Minneapolis St. Ry. Co. v. Odegaard

182 F. 56 | 8th Cir. | 1910

ADAMS, Circuit Judge.

The plaintiff, Miss Odegaard, sued and recovered a judgment against the defendant railway company for injuries sustained by her in a collision between the car on which she was riding as a passenger and an automobile. The Circuit Court at the close of all the evidence was requested to direct a verdict for the defendant. Its refusal to do so is the sole assignment of error relied on for a reversal.

The collision occurred at the intersection of two much frequented and traveled streets in the city of Minneapolis, Sixth street and First Avenue South, which cross each other at right angles. The car was being propelled over Sixth street by a motorman in the usual way of operating trolley cars by electricity, and the automobile was being driven along First Avenue South in a direction towards the track on which the car was moving. It was dark at the time, and the automobile carried acetyline lamps in front which were lit and shining brightly. There was conflicting evidence as to how far down First avenue the motorman could have seen the brilliant lamps on the approaching automobile, but there is no conflict in the próof that he *58actually discovered the approach of the automobile when it was only 80 to 100 feet from him. It was then moving along at a rapid rate. The witnesses put it at 18 to 20 miles per hour. The chauffeur, not seeing the car until within about 12 feet of it, attempted to turn suddenly to the right and avoid a collision, hut in the effort to do so his machine skidded and struck the car on the side. Plaintiff either by some jerk of the car incident to the handling of it by the motorman or by some jolt occasioned by the impact of the automobile was thrown or fell against the corner of a seat near which she was standing and received the injury complained of.

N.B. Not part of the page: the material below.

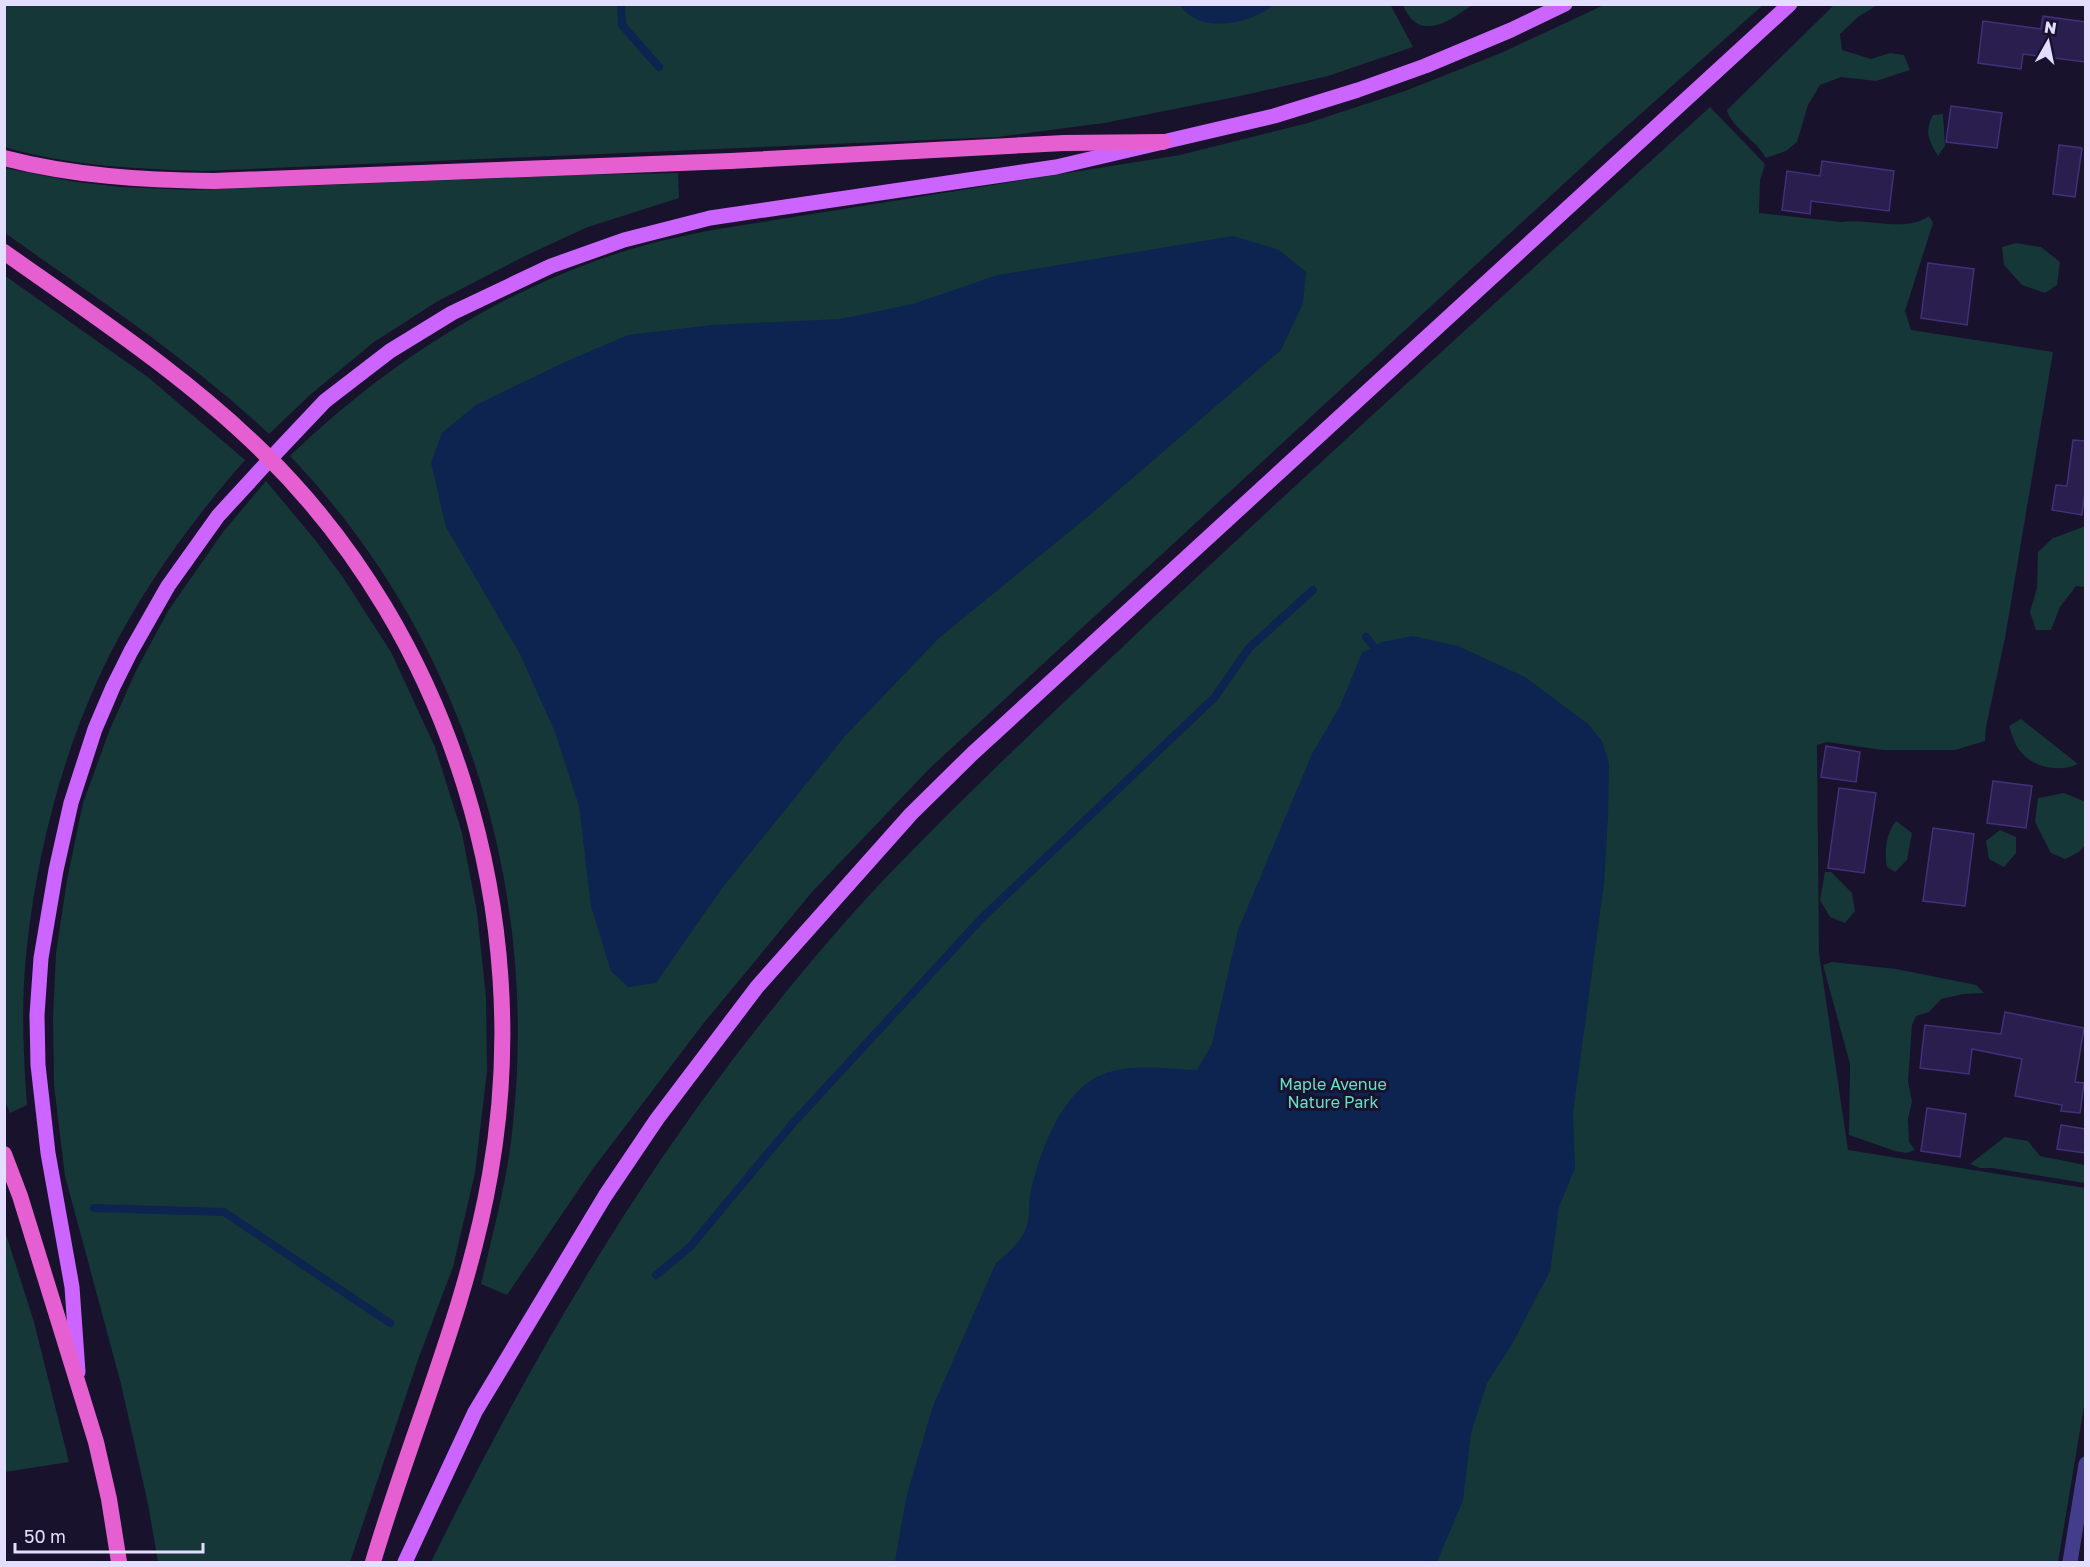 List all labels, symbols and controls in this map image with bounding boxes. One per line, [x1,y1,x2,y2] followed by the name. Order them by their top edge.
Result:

The negligence counted on for recovery is the careless operation of the car by the motorman and the collision consequent thereon. The only evidence claimed to sustain the charge as made is (1) the presumption arising from the fact that an injurious accident happened to the plaintiff while a passenger on defendant’s car; (2) that the motorman could have seen the approach of the automobile if he had exercised reasonable care to look down First Avenue South over which it was coming in his direction in time to have stopped his car, or otherwise have avoided the collision; and (3) that, when he did discover it, he did not exercise the reasonable degree of care imposed upon him by law to avoid the collision.

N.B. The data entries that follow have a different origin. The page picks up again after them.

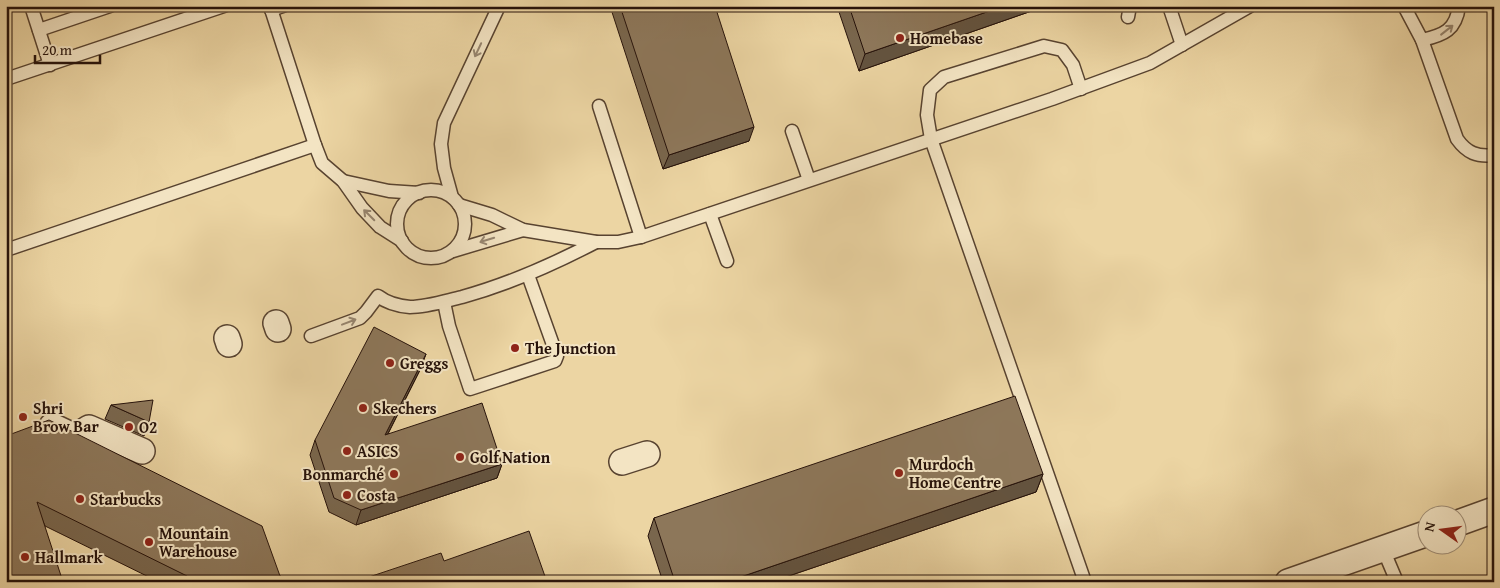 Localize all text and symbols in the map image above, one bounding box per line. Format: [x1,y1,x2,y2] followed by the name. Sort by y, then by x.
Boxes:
[1440,24,1453,35] one-way arrow
[910,26,983,50] place label: Homebase
[35,32,100,64] scale bar
[894,32,906,44] marker: Homebase
[42,39,73,60] text: 20 m
[472,42,482,57] one-way arrow
[362,209,375,221] one-way arrow
[480,235,496,245] one-way arrow
[341,317,356,326] one-way arrow
[525,336,616,360] place label: The Junction
[509,342,521,354] marker: The Junction
[400,351,449,375] place label: Greggs
[384,357,396,369] marker: Greggs
[33,396,99,438] place label: Shri Brow Bar
[373,396,437,420] place label: Skechers
[357,402,369,414] marker: Skechers
[17,411,29,423] marker: Shri Brow Bar
[139,415,157,439] place label: O2
[123,421,135,433] marker: O2
[357,439,398,463] place label: ASICS
[341,445,353,457] marker: ASICS
[470,445,551,469] place label: Golf Nation
[454,451,466,463] marker: Golf Nation
[909,452,1001,494] place label: Murdoch Home Centre
[303,462,384,486] place label: Bonmarché
[893,467,905,479] marker: Murdoch Home Centre
[388,468,400,480] marker: Bonmarché
[357,483,396,507] place label: Costa
[90,487,161,511] place label: Starbucks
[341,489,353,501] marker: Costa
[74,493,86,505] marker: Starbucks
[1418,506,1468,556] north arrow
[1419,519,1440,534] text: N
[159,521,237,563] place label: Mountain Warehouse
[143,536,155,548] marker: Mountain Warehouse
[35,545,103,569] place label: Hallmark
[19,551,31,563] marker: Hallmark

It may be conceded that the fact of a collision and a resulting injury to a passenger creates a presumption of negligence on the part of the carrier, but this is only a rebuttable presumption — one which may be overcome by the facts of the case when they appear (Wabash R. Co. v. De Tar, 73 C. C. A. 166, 141 Fed. 932, 4 L. R. A. [N. S.] 352; Rich v. C., M. & St. P. Ry. Co., 78 C. C. A. 663, 149 Fed. 79), and we think it was so overcome by the undisputed facts of this case. The trolley car had fixed and immovable tracks on which it had the right of way, and there is no substantial evidence that the motorman was not operating it with all due care as he approached and was crossing First Avenue South when it was struck by the automobile. The contention that the motorman should have seen the automobile as it was approaching with the speed complained of, and should have stopped his car or accelerated its motion so as to avoid collision, is without merit.. The motorman might reasonably act on the presumption that any competent chauffeur in charge of an automobile would either stop his machine as it approached the car or turn the corner and pass along by the side of the car in the direction it was moving, or otherwise avoid plunging into it. We may take judicial cognizance of the fact, now well known, that an automobile even when going at the rate of speed complained of in this case yields ready and quick obedience to the guiding wheel in the hands of a competent chauffeur.

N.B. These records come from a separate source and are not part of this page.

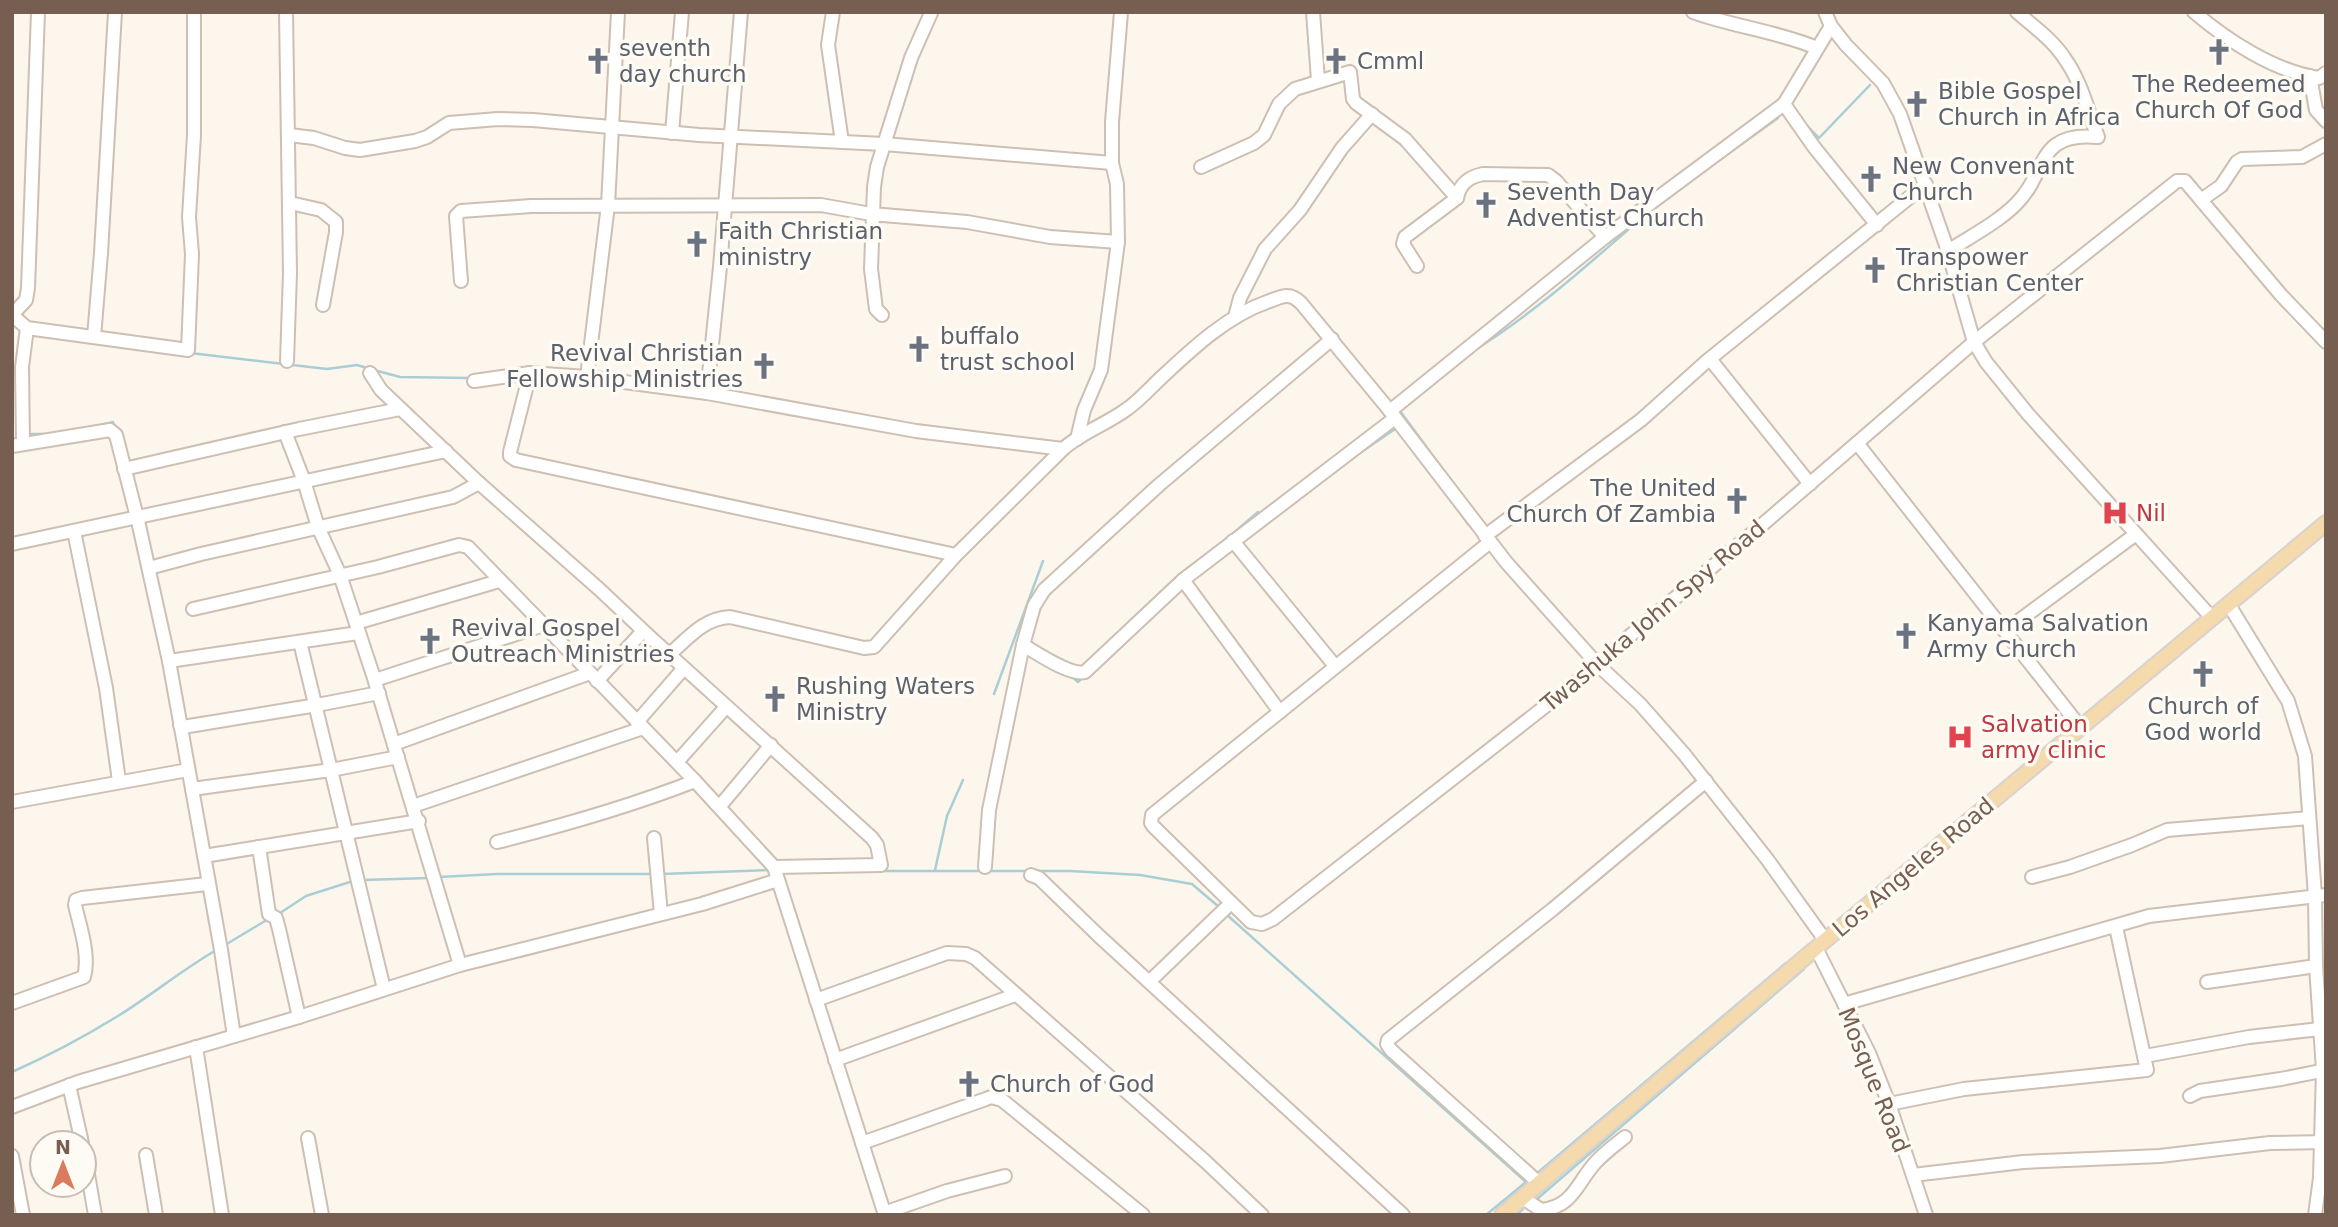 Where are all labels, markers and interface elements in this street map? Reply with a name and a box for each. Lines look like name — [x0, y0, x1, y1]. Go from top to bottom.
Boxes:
place label: seventh day church — [619, 35, 747, 87]
church icon: The Redeemed Church Of God — [2204, 37, 2234, 67]
church icon: seventh day church — [583, 46, 613, 76]
church icon: Cmml — [1321, 46, 1351, 76]
place label: Cmml — [1357, 48, 1424, 74]
place label: The Redeemed Church Of God — [2131, 71, 2306, 123]
place label: Bible Gospel Church in Africa — [1938, 78, 2121, 130]
church icon: Bible Gospel Church in Africa — [1902, 89, 1932, 119]
place label: New Convenant Church — [1892, 153, 2074, 205]
church icon: New Convenant Church — [1856, 164, 1886, 194]
place label: Seventh Day Adventist Church — [1507, 179, 1704, 231]
church icon: Seventh Day Adventist Church — [1471, 190, 1501, 220]
place label: Faith Christian ministry — [718, 218, 883, 270]
church icon: Faith Christian ministry — [682, 229, 712, 259]
place label: Transpower Christian Center — [1895, 244, 2084, 296]
church icon: Transpower Christian Center — [1860, 255, 1890, 285]
place label: buffalo trust school — [940, 323, 1075, 375]
church icon: buffalo trust school — [904, 334, 934, 364]
place label: Revival Christian Fellowship Ministries — [506, 340, 743, 392]
church icon: Revival Christian Fellowship Ministries — [749, 351, 779, 381]
place label: The United Church Of Zambia — [1506, 475, 1716, 527]
church icon: The United Church Of Zambia — [1722, 486, 1752, 516]
hospital icon: Nil — [2100, 498, 2130, 528]
place label: Nil — [2136, 500, 2166, 526]
street label: Twashuka John Spy Road — [1535, 515, 1770, 718]
place label: Kanyama Salvation Army Church — [1927, 610, 2149, 662]
place label: Revival Gospel Outreach Ministries — [451, 615, 675, 667]
church icon: Kanyama Salvation Army Church — [1891, 621, 1921, 651]
church icon: Revival Gospel Outreach Ministries — [415, 626, 445, 656]
church icon: Church of God world — [2188, 659, 2218, 689]
place label: Rushing Waters Ministry — [796, 673, 975, 725]
church icon: Rushing Waters Ministry — [760, 684, 790, 714]
place label: Church of God world — [2144, 693, 2262, 745]
place label: Salvation army clinic — [1981, 711, 2107, 763]
hospital icon: Salvation army clinic — [1945, 722, 1975, 752]
street label: Los Angeles Road — [1827, 792, 1999, 942]
street label: Mosque Road — [1833, 1004, 1915, 1156]
church icon: Church of God — [954, 1069, 984, 1099]
place label: Church of God — [990, 1071, 1155, 1097]
north arrow — [28, 1129, 98, 1199]
text: N — [55, 1136, 71, 1158]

We accordingly hold that, under the state of facts disclosed by the record, the motorman had no reasonable ground to believe that the chauffeur would not stop or turn his machine before collision became inevitable, and, a fortiori, that he would recklessly drive his machine against the side of the car. No negligence is therefore imputable to him for not having seen the approach of the automobile in time to avoid the injury. We have also concluded that, when the motorman *59actually discovered the automobile 80 to 100 feet away advancing at the time at the rate of 18 or 20 miles an hour, it was physically impossible for him to move his car (which was according to the proof moving slowly across the street in its usual course) out of the way to avoid collision. Within two or three seconds, according to the proof, the impact would occur and most palpably no negligence can be imputed to him for not gathering his wits and moving his large and cumbersome car out of the way in that brief period.

The chauffeur, who was made a codefendant with the railway company in this case, was guilty of gross carelessness; and this was the proximate cause of plaintiff’s injury.

This fact, together with those already considered, abundantly overcome the presumption of negligence arising from the collision and consequent injury to plaintiff. She had no cause of action and the learned trial court erred in not directing a verdict in favor of the defendant as requested. The judgment must, therefore, be reversed, and the cause remanded for a new trial.